Заканчивались сроки, и уходили на волю клиенты исправительной системы. Ушёл Витя Шайда - Шмыгло из Каменск-Уральского, ушли Саша Костоусов и Боря Максимовских - Макс. Готовился к освобождению Балда – ему тоже скостили несколько месяцев.

Проводы друзей обставлялись определённым ритуалом. Спиртного в колонии было не достать, а вот чай имел хождение. Приобретали обычно плитку или две, заваривали бадью чифира, в зависимости от количества провожающих, садились вокруг неё где-нибудь в укромном месте и пили. Признаюсь, лично я никакого удовольствия от этого не испытывал, но традиция есть традиция.

Так провожали всех корешей. Провожали со слезами на глазах, давая обещания обязательно встретиться на свободе.

* * *

С некоторого времени наш отряд – полагаю, что не только наш – захлестнула мода на генитальные прибамбасы. Раньше, когда я слышал выражение «получишь ты от х…я уши», считал его просто фигурой речи, ну, примерно, как дырку от бублика. Но, как выяснилось, уши были: вытачивали из плексигласа шары, шпалы, полумесяцы и через надрез вставляли под кожу полового члена, перебинтовав и предварительно щедро засыпав рану стрептоцидом. Благо, этого порошка было навалом во всех аптечках колонии.

Два наших кореша тоже решили достойно подготовиться к освобождению, чтоб там, на воле, до глубины души поразить подружек своими сверхчеловеческими возможностями.У одного операция прошла блестяще, и некоторое время спустя он с радостным гоготом колотил елдой по краю эмалированной раковины, приговаривая:

– Вот увидишь, Владик, когда выйду да засажу ей, долго она будет между ног заглядывать: ни чёрт ли там был, ни рога ли оставил…

Другому повезло значительно меньше, точнее, не повезло вовсе. Конечно, вставлять в член инородные тела можно…но осторожно: с соблюдением всех норм и правил стерилизации и дезинфекции. Но не случилось. А случилось – напротив – сильнейшее воспаление.

Прежде, чем обращаться к врачу, собрали консилиум. Вердикт сообщества был неутешителен: х…я придётся лишиться:

– На лепил надежды нет: вон Лаптеву палец оттяпали. И ты готовься…
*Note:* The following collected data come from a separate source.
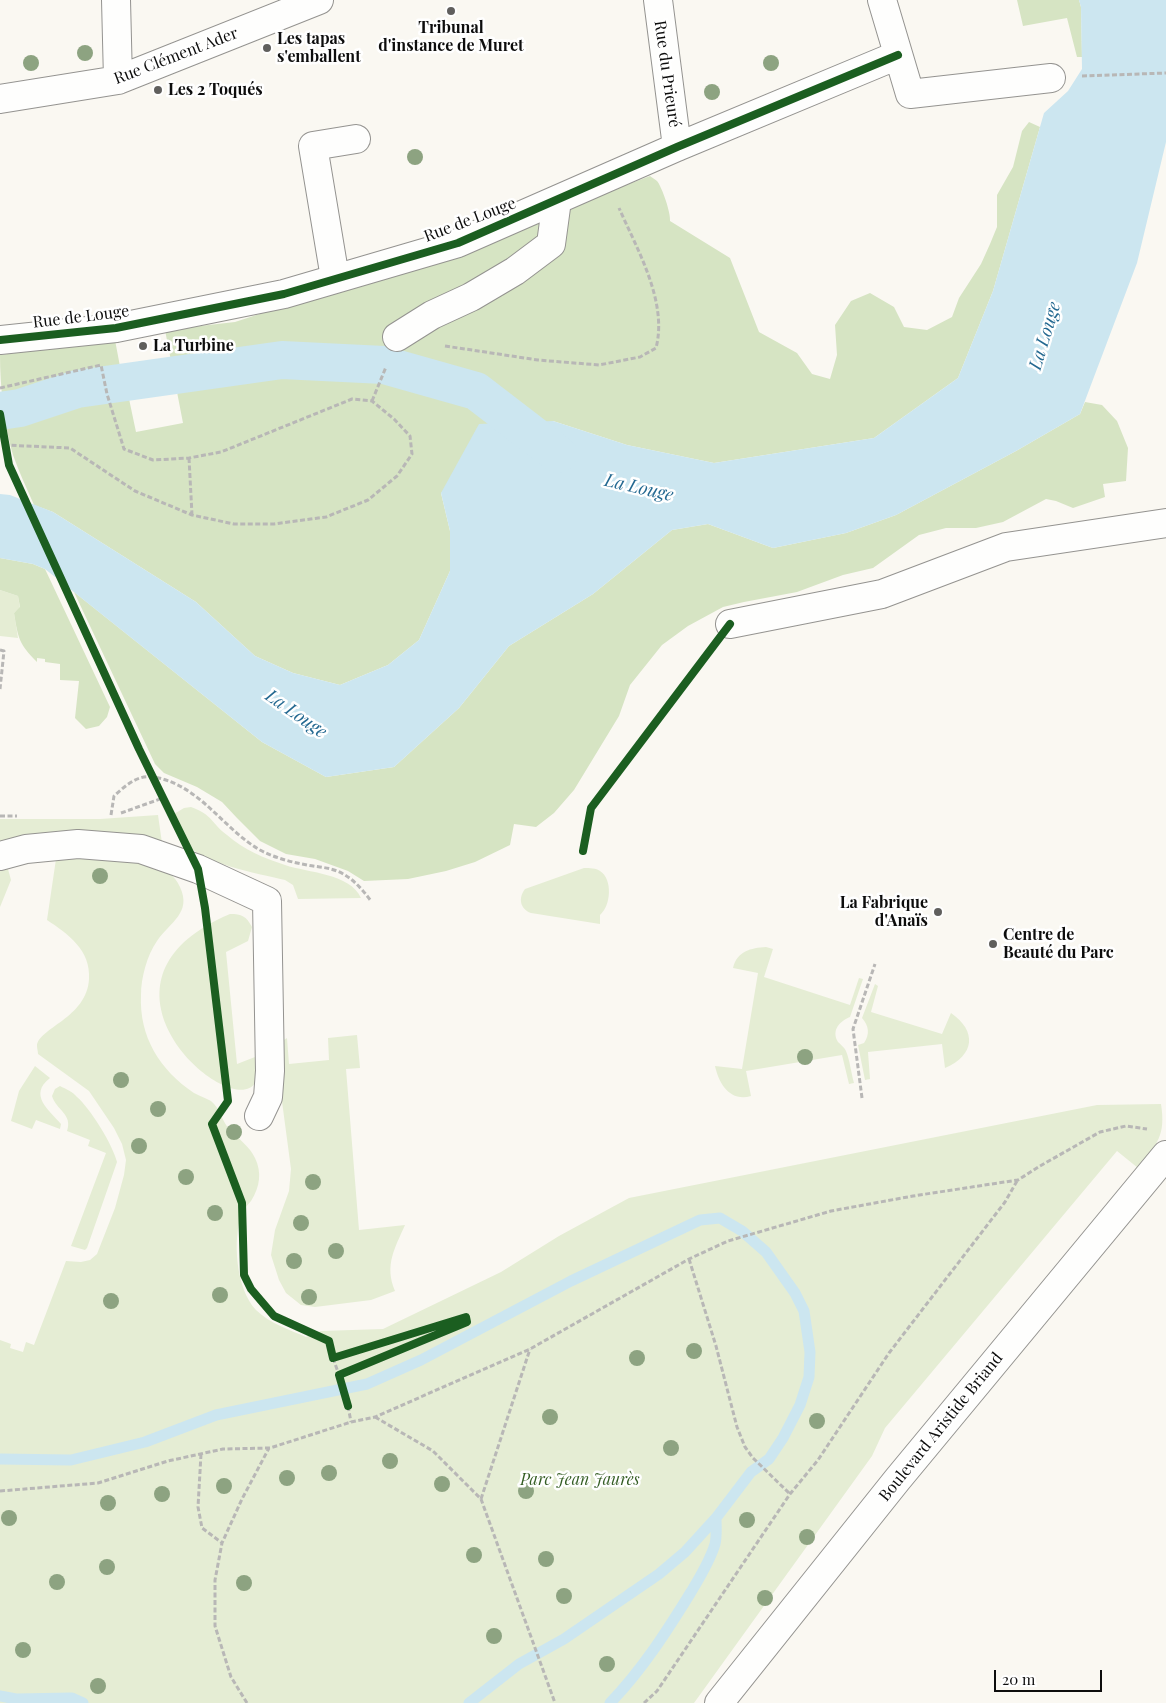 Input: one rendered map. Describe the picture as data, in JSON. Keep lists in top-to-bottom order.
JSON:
{
  "streets": {
    "street": [
      "Rue Clément Ader",
      "Rue du Prieuré",
      "Rue de Louge",
      "Boulevard Aristide Briand"
    ]
  },
  "crossings": [
    ["Rue du Prieuré", "Rue de Louge"]
  ],
  "water": ["La Louge"],
  "parks": ["Parc Jean Jaurès"],
  "places": [
    "Tribunal d'instance de Muret",
    "Les tapas s'emballent",
    "Les 2 Toqués",
    "La Turbine",
    "La Fabrique d'Anaïs",
    "Centre de Beauté du Parc"
  ],
  "scale_bar": "20 m"
}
Анфия Ивановна оптимизму не добавила. Когда пострадавший, обливаясь холодным потом, бледной хризантемой предстал пред её ясные очи, доктор, едва кинув взгляд на очаг воспаления, завила однозначно:

– Отрезать, чтоб не мучился…

Больной без чувств рухнул на кушетку – даже наркоз не понадобился…

* * *

Как раз в это время я в очередной раз попал на больничку. Надо сказать, что за всё время отсидки полежал я там раза три-четыре. И всё по одной и той же причине: сначала перед глазами мелькали мушки, потом начиналась жуткая головная боль…
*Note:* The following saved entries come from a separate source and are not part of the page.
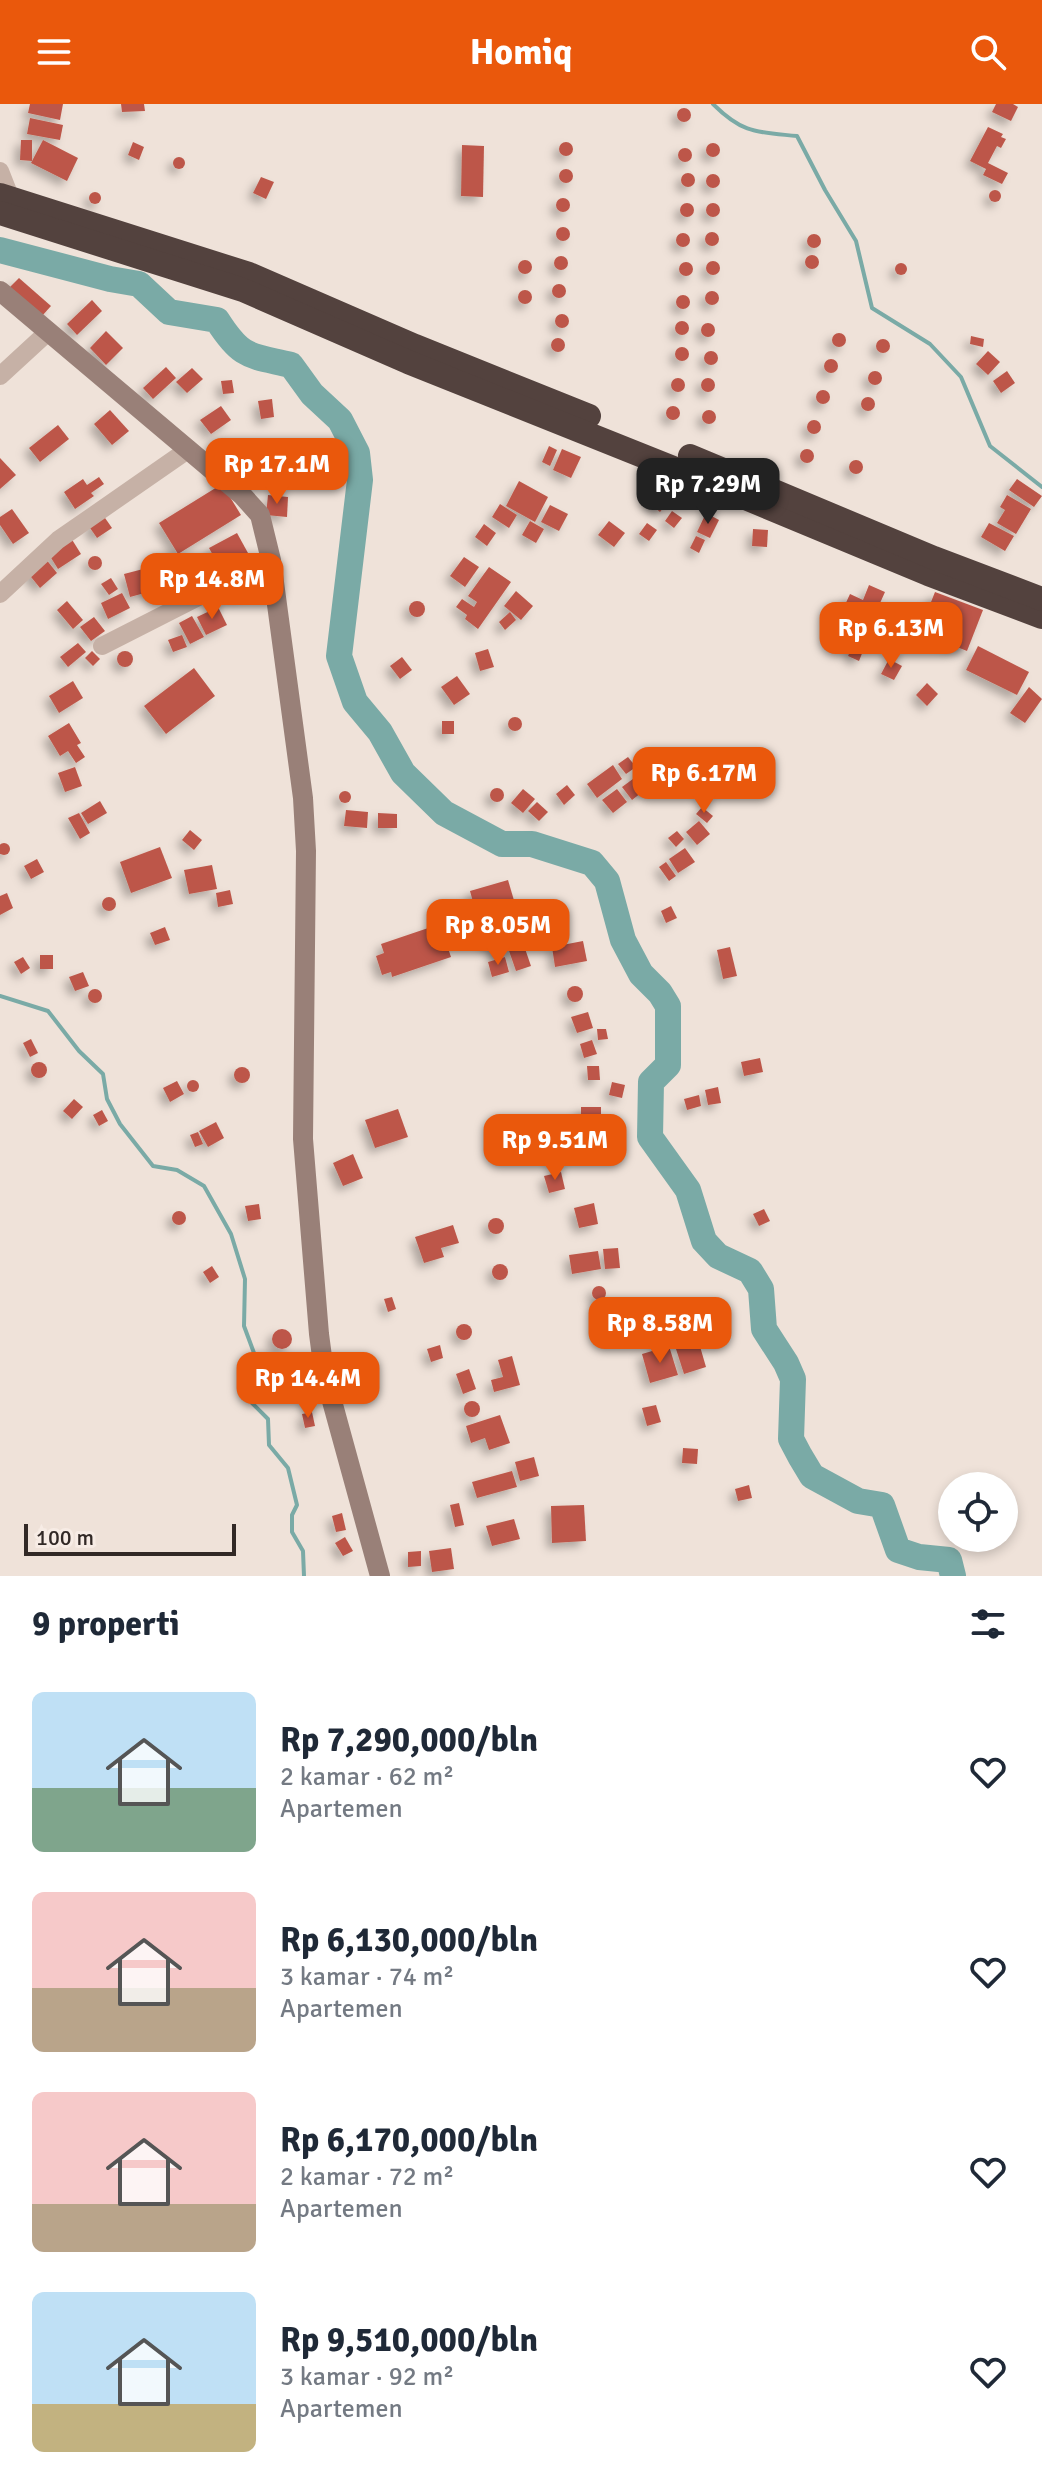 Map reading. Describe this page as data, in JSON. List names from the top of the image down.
{
  "scale_bar": "100 m",
  "page": {
    "header": "Homiq",
    "price": [
      "Rp 17.1M",
      "Rp 7.29M",
      "Rp 14.8M",
      "Rp 6.13M",
      "Rp 6.17M",
      "Rp 8.05M",
      "Rp 9.51M",
      "Rp 8.58M",
      "Rp 14.4M"
    ],
    "scale": "100 m",
    "heading": "9 properti",
    "list": [
      {
        "name": "Rp 7,290,000/bln",
        "note": "2 kamar · 62 m² · Apartemen"
      },
      {
        "name": "Rp 6,130,000/bln",
        "note": "3 kamar · 74 m² · Apartemen"
      },
      {
        "name": "Rp 6,170,000/bln",
        "note": "2 kamar · 72 m² · Apartemen"
      },
      {
        "name": "Rp 9,510,000/bln",
        "note": "3 kamar · 92 m² · Apartemen"
      }
    ]
  }
}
Пока мог – терпел, но во время одного из приступов, когда мучение стало невыносимым, отправился к врачу. Оказалось – зашкаливает давление. Мне прописали горячие уколы – хлористый внутривенно – но это не помогло. Тогда перешли на магнезию внутримышечно. Кто пробовал – не забудет никогда. Кто не пробовал – лучше не надо. Эффект феерический: будто тебе со всей дури дали дубиной по заднице…

Но сейчас – не об этом.

Как раз тогда в ИТУ№2 происходила глобальная перестройка. Не та, с большой буквы «П», после которой страна до сих пор не может толком оправиться, а вполне себе настоящая: старые деревянные здания сносили и на их месте возводили новые кирпичные корпуса. По такому случаю больничку уплотнили, и всех пациентов поместили в одну большую палату площадью метров сто, не меньше, так, что она стала напоминать госпиталь времён Великой Отечественной войны.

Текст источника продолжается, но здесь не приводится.